By the blue sea, in a certain empire, there dwelt once upon a time a king who was a bachelor, and he had a whole company of hunters, and the hunters used to go a-hunting with him and shoot the birds that flew about, and provided meat for their master's table. In this company served a youthful hunter named Ranata, a clever marksman was he, never missing his aim, wherefore the King loved him better than all his comrades.

One day he chanced to go a hunting very early, even at break of day. He went into a dense, dark forest, and there he saw a white swan sitting on a river bank. Ranata stretched his bow, took aim, fired and broke one of the swan's little wings, and the bird fell from the tree down upon the damp earth. The marksman picked it up, and was about to twist its neck and put it in his pouch, when the swan thus spoke to him:

"Alas! Young marksman! Do not twist my poor little silly neck, drive me not out of the white world. You were better to take me alive, carry me home, put me in your little window, and lo! the moment that slumber comes over me, at that very moment, I say, stroke me the wrong side down with your right hand, and great good fortune shall be yours!"

The marksman was much amazed.

"Eh, what is this?" thought him.

"My eyes tell me that this is a bird, and nothing else, yet it speaks with a human voice! Such a thing has never happened to me before."

So he took the bird home, placed it in the windowsill, and waited and waited. That was not very long before the bird laid its head beneath its wing and began to doze. Then the marksman raised his right hand and stroked it, quite lightly, the wrong side down. The swan instantly fell to the floor and became a fair maiden, and so beautiful is she that the like of it can only be told in tales, but is neither to be imagined nor guessed at.

And she spoke to the good youth who was the royal hunter, and said:

"You had wit enough to win me, have also wit enough to live with me. You are my predestined husband, and I am your pre-ordained wife."

They were immediately of one mind.

Ranata married, lived at home, and rejoiced in his young wife, yet forgot not his service either. Every morning, before break of day, he took his weapon, went into the forest, shot various kinds of wild beasts, and took them to the royal kitchen. But it was plain that his loving wife was much tormented by these hunting expeditions, and one day she said to him:

"Listen, my husband! I am fearful for you! Every blessed day you does cast yourself into the forest, does wander through fen and morass, and returned to home wet through and through, and we are living none the better for it. What sort of a trade does you call this! Look now, I have a plan where by you also shall profit from it. Get me now a hundred or two of coins, and I'll manage all the rest."

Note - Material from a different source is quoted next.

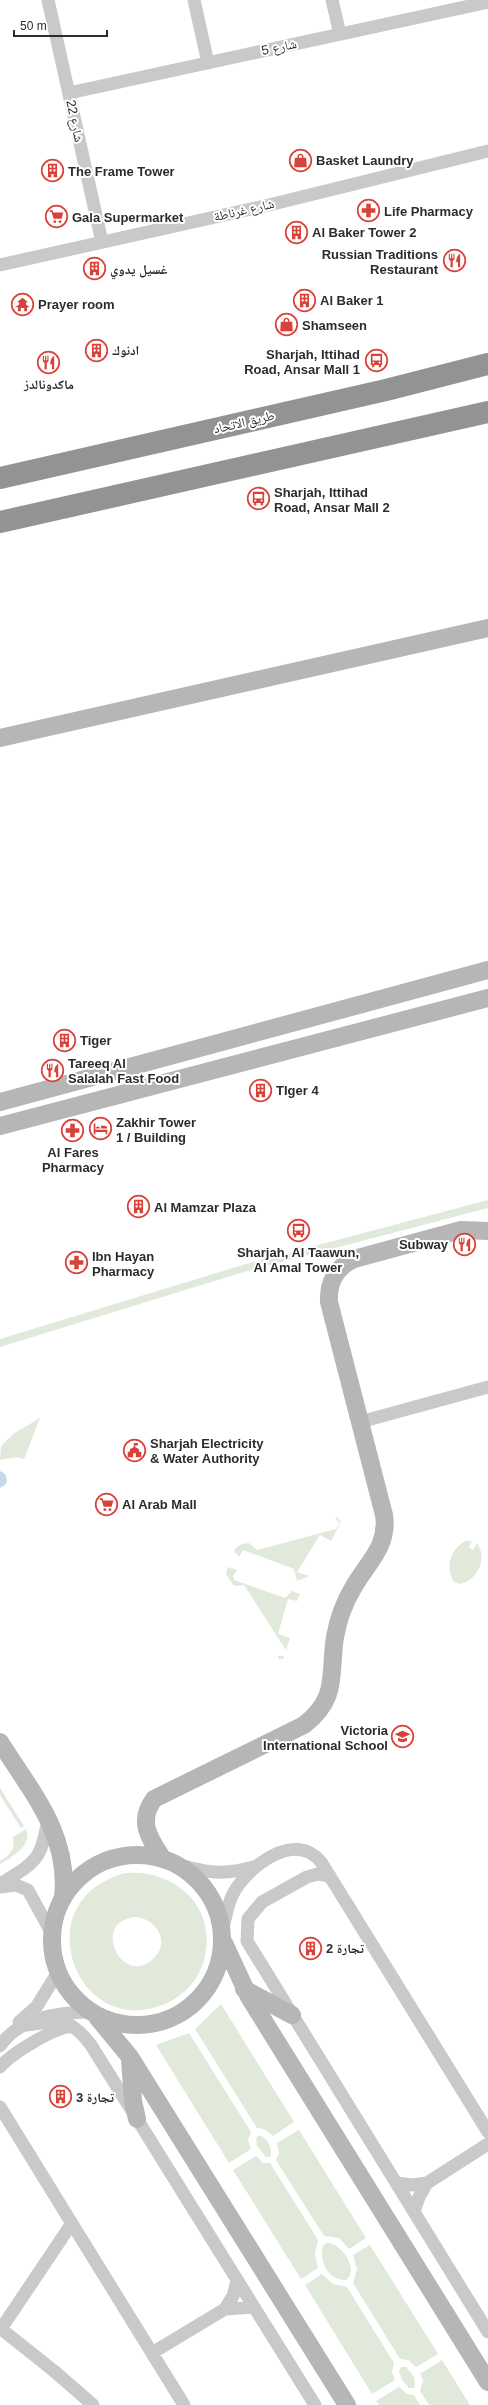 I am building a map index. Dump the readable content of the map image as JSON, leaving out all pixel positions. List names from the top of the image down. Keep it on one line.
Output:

Then Ranata hastened to his comrades, and borrowed a coin from one, and two coins from another till he had collected about two hundred coins. These then he brought to his wife.

"Now," said she, "buy me various kinds of silk with all this money!"

The hunter went and bought various kinds of silk with the two hundred rubles. She took them and said:

"Be not sorrowful! Pray to God and you lay down to sleep, for the morning is wiser than the evening!"

So the husband fell asleep, and the wife went out upon the balcony, opened her book of spells, and immediately two invisible youths appeared before her and said:

"What are you wished to command?"

"Take this silk, and in a single hour weave me a carpet more wondrous than anything to be found in the wide world, and let the whole kingdom be embroidered on this carpet, with all its cities and villages and rivers and lakes."

Then they set to work and wove the carpet, and it was wondrous to behold, wondrous above everything. In the morning the wife handed the carpet to her husband.

"There," said she, "take it to the market place and sell it to the merchants, but look now! haggle not about the price, but take whatever they offer thee for it."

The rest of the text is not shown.